# Construct Dataset from API request - Tourpedia Dataset

In [0]:
import pandas as pd
import numpy as np
import requests
import json

In [0]:
class CONSTRUCT_DATASETS(object):
  
  #Constructor 
  def __init__(self, city):
    self.city = city
    self.places_url = 'http://tour-pedia.org/api/getPlaces?location={}&category=poi'.format(city)
    self.places_filename = 'tourpedia_{}_poi.csv'.format(city)
    self.reviews_filename = 'tourpedia_{}_reviews.csv'.format(city)
    self.places_df = pd.DataFrame()
    self.reviews_df = pd.DataFrame()
  
  """
    Function to execute an API request and return the response as a dataframe
    url - API request URL
    success - API request status
    df - the JSON response as a pandas dataframe
  """
  def get_api_response(self, url):
    # Get the API response
    response = requests.get(url)
    # Check if the API request was successful
    if(response.status_code != 200):
      success = False
      df = pd.DataFrame()
    else:
      success = True
      data = response.text
      # Load the response as json data
      json_data = json.loads(data)
      # Convert the json list to a pandas dataframe
      df = pd.DataFrame(json_data)
    return success, df
  
  """
    Function to construct list of places dataset for the city
  """
  def construct_places_dataset(self):
    success, self.places_df = get_api_response(self.places_url)
    if(success == False or self.places_df.empty == True):
      print('No Dataset for {} exists!'.format(self.place))
    else:
      # Let us clean the dataset
      # We want to select only relevant columns: id, name, originalId, details, reviews
      self.places_df = self.places_df[['id','originalId', 'name', 'details', 'reviews']]
      # Few rows have misaligned values
      # We want to select the rows that only have unique numeric value for the place id
      self.places_df = self.places_df[self.places_df['id'].astype(str).str.isdigit()]
      # Drop the rows that contain null/nan values
      self.places_df = self.places_df.dropna()
      # Save the Places dataframe to csv file
      self.places_df.to_csv(self.places_filename, index = None, header=True)
  
  """
    Function to construct reviews dataset for all the places of the city
  """
  def construct_reviews_dataset(self):
    # Iterate through each row and get the reviews of that place
    for i in self.places_df.index:
      success, temp_reviews_df = self.get_api_response(self.places_df.get_value(i,'reviews'))
      # Only if API call is success & not empty construct reviews dataframe for that place
      if(success == True and temp_reviews_df.empty == False):
        temp_reviews_df = temp_reviews_df[['language', 'text', 'time']]
        temp_reviews_df['id'] = self.places_df.get_value(i,'id')
        temp_reviews_df['originalId'] = self.places_df.get_value(i,'originalId')
        temp_reviews_df['details'] = self.places_df.get_value(i,'details')
        # Construct a reviews dataframe of all the places
        self.reviews_df = pd.concat([self.reviews_df,temp_reviews_df])
    # Check if reviews dataframe is empty
    if(self.reviews_df.empty == True):
      print('No Reviews dataset for {}!'.format(self.place))
    else:
      # Save the Reviews dataframe to reviews_london_poi.csv file
      self.reviews_df.to_csv(self.reviews_filename, index = None, header=True)

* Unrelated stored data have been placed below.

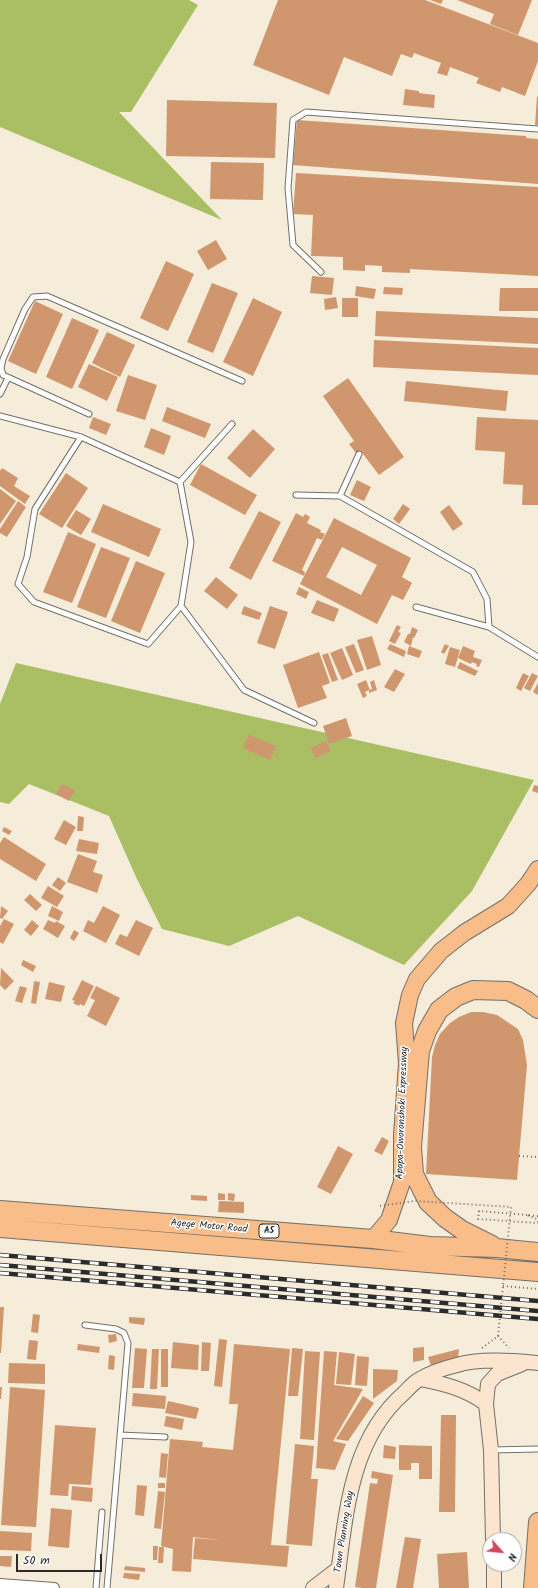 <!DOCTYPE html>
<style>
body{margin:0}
#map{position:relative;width:538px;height:1588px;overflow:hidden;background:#f5ecd9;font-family:Kalam,sans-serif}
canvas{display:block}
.north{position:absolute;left:482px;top:1532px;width:40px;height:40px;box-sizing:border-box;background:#fff;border:1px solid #aaa;border-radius:50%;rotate:117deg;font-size:11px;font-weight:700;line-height:16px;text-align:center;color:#2b2b2b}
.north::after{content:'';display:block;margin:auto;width:14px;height:18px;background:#d1495b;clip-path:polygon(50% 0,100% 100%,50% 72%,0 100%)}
.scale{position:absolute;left:16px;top:1554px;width:86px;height:18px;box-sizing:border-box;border:2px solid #2b2b2b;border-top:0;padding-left:5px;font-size:12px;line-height:14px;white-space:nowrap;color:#2b2b2b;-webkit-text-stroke:3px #fff;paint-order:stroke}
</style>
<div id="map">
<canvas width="538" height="1588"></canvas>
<div class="north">N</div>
<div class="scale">50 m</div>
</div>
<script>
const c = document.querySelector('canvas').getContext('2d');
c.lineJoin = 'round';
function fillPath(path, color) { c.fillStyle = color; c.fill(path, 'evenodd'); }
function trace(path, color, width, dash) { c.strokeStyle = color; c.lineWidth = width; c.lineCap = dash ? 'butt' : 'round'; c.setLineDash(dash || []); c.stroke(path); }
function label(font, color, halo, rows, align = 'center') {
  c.font = font + ' Kalam,sans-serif'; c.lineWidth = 3; c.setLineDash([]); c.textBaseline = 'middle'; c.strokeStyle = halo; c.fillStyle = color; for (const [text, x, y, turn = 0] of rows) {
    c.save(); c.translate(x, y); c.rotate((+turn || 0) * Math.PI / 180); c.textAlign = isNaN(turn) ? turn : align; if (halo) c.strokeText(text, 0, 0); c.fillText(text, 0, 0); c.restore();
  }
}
const green = new Path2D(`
 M0 0H189L198 5 131 112H119L222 220 0 127Z
 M16 663 534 780 472 891 404 965 298 916 229 946 162 929 136 877 109 816 29 784 9 804 0 802V704Z`);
const building = new Path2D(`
 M278 0H425L538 43V61L525 96 502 87 500 92 476 83 479 78 450 67 447 76 437 73 441 63 414 53 412 58 401 54 392 76 344 57 329 95 253 65Z
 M430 0H443L441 4Z
 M457 0H532L518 35 490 24 494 14Z
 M405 89 419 91V93L435 95 434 108 403 105Z
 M537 96 538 97V125H535Z
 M167 100 277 103 275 158 166 156Z
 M297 120 526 136V138L538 139V184L293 165Z
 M211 162 264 163 263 200 210 199Z
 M296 173 538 187V276L410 269V273L382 272V266L365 265V271L343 270V257L311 256 313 215 293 214Z
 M216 240 227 259 208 270 197 251Z
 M166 261 194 274 168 331 140 318Z
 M312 276 334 278 332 295 310 293Z
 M212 283 238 293 213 353 187 342Z
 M356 286 376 289 374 299 355 296Z
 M384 287 403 288 402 295 383 294Z
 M500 288H538V311H499Z
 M336 297 338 308 325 310 324 299Z
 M253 298 282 312 253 376 223 362Z
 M342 298H358V317H342Z
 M35 301 63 314 36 374 8 361Z
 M376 311 538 318V344L375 336Z
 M72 318 99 330 72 389 46 377Z
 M107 332 135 345 120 377 92 363Z
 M374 340 538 348V375L373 367Z
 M89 364 118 377 107 401 78 387Z
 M128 375 157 385 145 420 116 411Z
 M348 378 404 457 379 475 360 450 356 453 349 444 354 441 323 396Z
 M406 381 508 391 506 411 404 401Z
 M167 407 211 424 205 438 162 421Z
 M93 417 111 424 106 435 89 428Z
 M477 417 538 420V505H522L523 485 503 484 505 452 475 450Z
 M151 428 171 436 164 455 144 447Z
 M253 429 275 449 250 478 227 458Z
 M201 464 257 495 245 515 190 485Z
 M2 468 18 478 14 486 30 496 25 504 0 486V471Z
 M66 473 88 488 62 528 39 514Z
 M357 480 371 487 364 501 350 495Z
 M0 489 16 501 0 524Z
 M18 501 26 507 7 537 0 533V529Z
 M103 504 161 529 149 557 91 532Z
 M403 504 410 509 399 524 393 519Z
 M449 505 463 524 453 531 440 512Z
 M76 510 91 519 81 535 66 526Z
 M259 511 281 522 251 580 229 568Z
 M296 513 303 517 305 514 310 517 307 523 321 530 320 532 325 534 322 540 317 538 302 570 305 572 304 576 272 561Z
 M334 518 411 558 402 577 412 583 403 600 392 595 377 624 300 584ZM342 547 377 565 361 595 326 577Z
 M68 532 96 544 72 603 43 592Z
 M101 547 130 558 106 618 77 607Z
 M136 561 165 573 140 633 111 621Z
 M216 577 238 595 227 609 204 591Z
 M299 587 309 592 306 599 296 594Z
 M317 600 339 609 334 622 311 613Z
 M244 606 262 613 259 620 241 614Z
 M270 606 288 612 275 649 257 643Z
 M397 625 401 627 398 632 401 633 395 644 389 641Z
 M412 627 418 630 414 638 413 637 411 646 404 642 408 634H410Z
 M372 636 381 665 367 670 357 640Z
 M354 644 364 670 356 673 345 647Z
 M390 644 406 651 404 657 387 649Z
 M445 644 449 646 444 654 441 652Z
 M409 646 422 651 419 658 407 654Z
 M463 646 475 651 473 657 482 660 479 667 476 666 477 664 472 662 471 664 458 658Z
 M450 647 460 650 455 667 445 664Z
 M342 648 353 675 342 680 330 653Z
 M319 652 330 683 322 686 327 698 298 708 283 665Z
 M328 653 338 680 332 682 322 655Z
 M460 662 478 671 475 676 457 668Z
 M395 669 405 674 394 692 384 687Z
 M523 673 529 676 521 691 516 688Z
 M532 673 538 676 530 691 524 688Z
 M366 680 370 690 372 689 370 682 374 680 377 690 369 693V690L365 692 367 696 363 698 357 684Z
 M538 683V695L533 692Z
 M346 718 352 736 329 744 323 726Z
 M249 735 276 746 270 760 243 748Z
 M326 741 331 751 315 758 311 748Z
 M62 784 75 790 69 801 56 794Z
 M534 785 538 786V793L532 791Z
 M78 816 84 817 83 831H77Z
 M64 820 76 827 66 845 54 839Z
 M4 827 12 831 9 835 2 831Z
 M4 837 46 864 36 881 0 859V843Z
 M79 839 99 843 97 854 76 851Z
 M78 854 97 861 93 872 103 875 97 893 67 882Z
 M58 877 66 883 60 891 52 885Z
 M48 886 64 896 57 907 41 898Z
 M30 894 42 905 36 911 24 900Z
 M1 906 8 911 2 919 0 918Z
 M52 906 63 912 59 921 48 916Z
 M103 906 120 915 106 943 83 931 88 920 94 923Z
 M4 919 14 924 3 944 0 942V926Z
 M32 920 39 926 31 936 24 930Z
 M48 920 55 923 56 921 65 926 58 938 43 929Z
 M136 920 153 928 139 956 115 944 120 934 127 937Z
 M74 930 79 933 74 941 70 938Z
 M23 960 36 966 33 972 21 965Z
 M1 968 14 981 5 990 0 985Z
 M82 980 94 986 84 1006 80 1004 79 1006 73 1003 75 1001 72 1000Z
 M34 981 40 982 36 1004 31 1003Z
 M49 982 65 986 61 1002 45 999Z
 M20 986 27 988 22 1003 15 1001Z
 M96 986 120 998 106 1026 87 1016 95 1000 90 998Z
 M471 1012H483L497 1015 518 1029 523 1040 527 1065 517 1180 426 1174 432 1057 435 1045 440 1034 450 1023 459 1017Z
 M382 1137 389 1141 382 1155 374 1151Z
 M338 1146 353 1154 331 1194 317 1187Z
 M218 1193 225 1194V1200H218Z
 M228 1193 235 1194 234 1201 228 1200Z
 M191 1195 207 1196V1201L191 1200Z
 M219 1201 244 1202V1213L218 1212Z
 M0 1307H4L1 1353H0Z
 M33 1314 40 1315 38 1333 31 1332Z
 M129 1317 145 1318 144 1325 129 1323Z
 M116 1334 117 1341 109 1343 108 1335Z
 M219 1339 227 1340 222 1387 214 1386Z
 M29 1340 38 1341 36 1360 27 1359Z
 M173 1342 199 1345 198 1370 171 1368Z
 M202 1342 211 1343 209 1371H201Z
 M78 1344 100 1347 99 1353 77 1350Z
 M234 1344 290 1349 271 1545 289 1546 287 1567 193 1559 195 1538 221 1540 193 1537 191 1572 172 1571 173 1549 161 1546 162 1535 172 1536 162 1535 170 1439 203 1442 202 1447 233 1450 238 1404H229Z
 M424 1347V1360L413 1362V1348Z
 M135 1348 147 1349 144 1388H132Z
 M292 1348 303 1349 298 1396H288Z
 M152 1349H159L157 1389H150Z
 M161 1349H168V1387H161Z
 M459 1349 458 1358 431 1366 428 1357Z
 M305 1351 320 1352 314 1440 300 1439Z
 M324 1351 337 1352 334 1385 363 1389 333 1441 346 1444 335 1470 316 1468Z
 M339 1352 355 1354 351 1385 336 1384Z
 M109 1355 115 1356 114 1370 108 1369Z
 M357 1356 369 1357 367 1386 355 1385Z
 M9 1363 45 1364V1384L8 1383Z
 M373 1369 398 1370 397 1381 373 1399Z
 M0 1387H2L1 1399H0Z
 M10 1387 45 1390 36 1527 1 1525Z
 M133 1393 166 1396 165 1409 132 1406Z
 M363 1396 374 1403 348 1441 336 1439Z
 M168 1401 199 1408 196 1419 165 1413Z
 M441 1415H456L455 1512H439Z
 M166 1416 184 1419 182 1430 164 1426Z
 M55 1425 96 1428 91 1485 69 1484 68 1496 50 1495Z
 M295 1444 314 1446 311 1479H318L312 1546 286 1544Z
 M384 1445 396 1447 395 1459 383 1458Z
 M399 1445 432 1446V1479H419V1463H411V1470H399Z
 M161 1453 168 1454 166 1478 159 1477Z
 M372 1471 393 1475 376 1588H363L355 1587 370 1483 377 1484 378 1479 371 1478Z
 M158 1483H165V1488H158Z
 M137 1485 147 1486 144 1516 135 1515Z
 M72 1486 93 1488 92 1502 71 1500Z
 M158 1491 165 1492 161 1529 154 1528Z
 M51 1508 72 1510 69 1548 48 1546Z
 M0 1531 32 1533 31 1551 0 1550Z
 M405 1537 421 1539 413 1588H396Z
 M153 1546H158L157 1560H153Z
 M159 1547H164L163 1563H158Z
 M467 1552 469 1588H439L437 1554Z
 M0 1556H12L11 1567 0 1566Z
 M125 1566 145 1568V1572L124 1570Z
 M124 1573 140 1574 139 1580 123 1578Z`);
const path = new Path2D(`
 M519 1156 538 1157
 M527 1215 479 1211 478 1219 538 1223
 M538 1216 527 1215 537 1219 538 1222
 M503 1286 538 1289
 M482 1348 498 1336 509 1348`);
const lane = new Path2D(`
 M321 272 293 245 288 188 293 120 306 112 538 129
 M0 394 8 378
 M89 414 3 375 1 368 3 359 25 309 33 297 47 296 242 381
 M0 416 81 437 180 482 191 542 181 606 148 644 34 602 18 584 27 557 35 509 81 437
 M180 482 232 424
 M296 495 340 496 473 572 487 599 489 627 538 657
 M340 496 359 454
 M181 606 244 690 314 723
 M416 607 489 627
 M85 1325 116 1329 124 1333 128 1343 107 1588
 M120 1435 165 1437
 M491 1450 538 1449
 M96 1588 102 1512`);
const street = new Path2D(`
 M0 1584 54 1588`);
const secondary = new Path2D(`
 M420 1379C445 1384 466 1389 486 1404L491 1450 493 1540
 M486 1404 488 1384 497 1374 522 1364
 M494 1564V1588
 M313 1588 339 1568
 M336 1588C346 1519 348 1442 404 1393 409 1388 414 1382 420 1379 430 1373 445 1368 457 1365 480 1358 514 1361 538 1363`);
const primary = new Path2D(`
 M373 1239 389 1220 402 1182V1135L407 1063 404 1023 410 995 417 979 441 951 464 933 508 906 528 884 538 869`);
const highway = new Path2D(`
 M0 1210 373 1239 430 1246 497 1248 538 1252
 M0 1228 538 1272
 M492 1245 462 1230 445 1218 428 1202 414 1174 412 1147 420 1051 427 1031 439 1010 456 997 473 990 508 991 526 1000 538 1009
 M533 1588 538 1522`);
const rail = new Path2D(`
 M0 1255 538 1301
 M0 1265 538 1311
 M0 1273 538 1319`);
const pathBridge = new Path2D(`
 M380 1206 415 1201 511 1207 498 1336`);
const shields = [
 [269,1231,20]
];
const shieldNames = [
 ["A5",269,1231]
];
const streetNames = [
 ["Apapa-Oworonshoki Expressway",403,1113,-88],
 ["Agege Motor Road",209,1227,5],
 ["Town Planning Way",345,1532,-81]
];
fillPath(green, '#aabf64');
fillPath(building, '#d0976f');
trace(lane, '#726f68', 7);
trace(street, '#726f68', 12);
trace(secondary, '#726f68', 16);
trace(primary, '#726f68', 18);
trace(highway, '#726f68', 20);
trace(path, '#726f68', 2, [1, 3]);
trace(lane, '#fff', 5);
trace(street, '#fff', 10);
trace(secondary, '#fce5cf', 14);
trace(primary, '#f8bd88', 16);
trace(highway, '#f8bd88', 18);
trace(rail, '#2b2b2b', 4.5);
trace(rail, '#fff', 3, [9]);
trace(pathBridge, '#726f68', 2, [1, 3]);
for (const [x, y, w] of shields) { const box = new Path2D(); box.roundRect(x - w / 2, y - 7, w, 14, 3); c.fillStyle = '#fff'; c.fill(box); trace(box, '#2b2b2b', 1); }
label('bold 9px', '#2b2b2b', null, shieldNames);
label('10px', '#2b2b2b', '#fff', streetNames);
</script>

## Construct places dataset for London as ''tourpedia_London_poi.csv" using the class CONSTRUCT_DATASETS

In [0]:
construct_datasets = CONSTRUCT_DATASETS('London')
construct_datasets.construct_places_dataset()

### Open and explore "tourpedia_London_poi.csv" dataset

In [79]:
df = pd.read_csv('tourpedia_London.csv') 
df.keys()
df.head()
df.shape

(2547, 5)

In [80]:
construct_datasets.places_df.shape

(2547, 5)

#### Check if the places data is clean!

In [86]:
print('Are there any null values in my dataset now?', df.isnull().values.any())
print('Does id column contain only unique values?', df['id'].is_unique)
print('Does originalId column contain only unique values?', df['originalId'].is_unique)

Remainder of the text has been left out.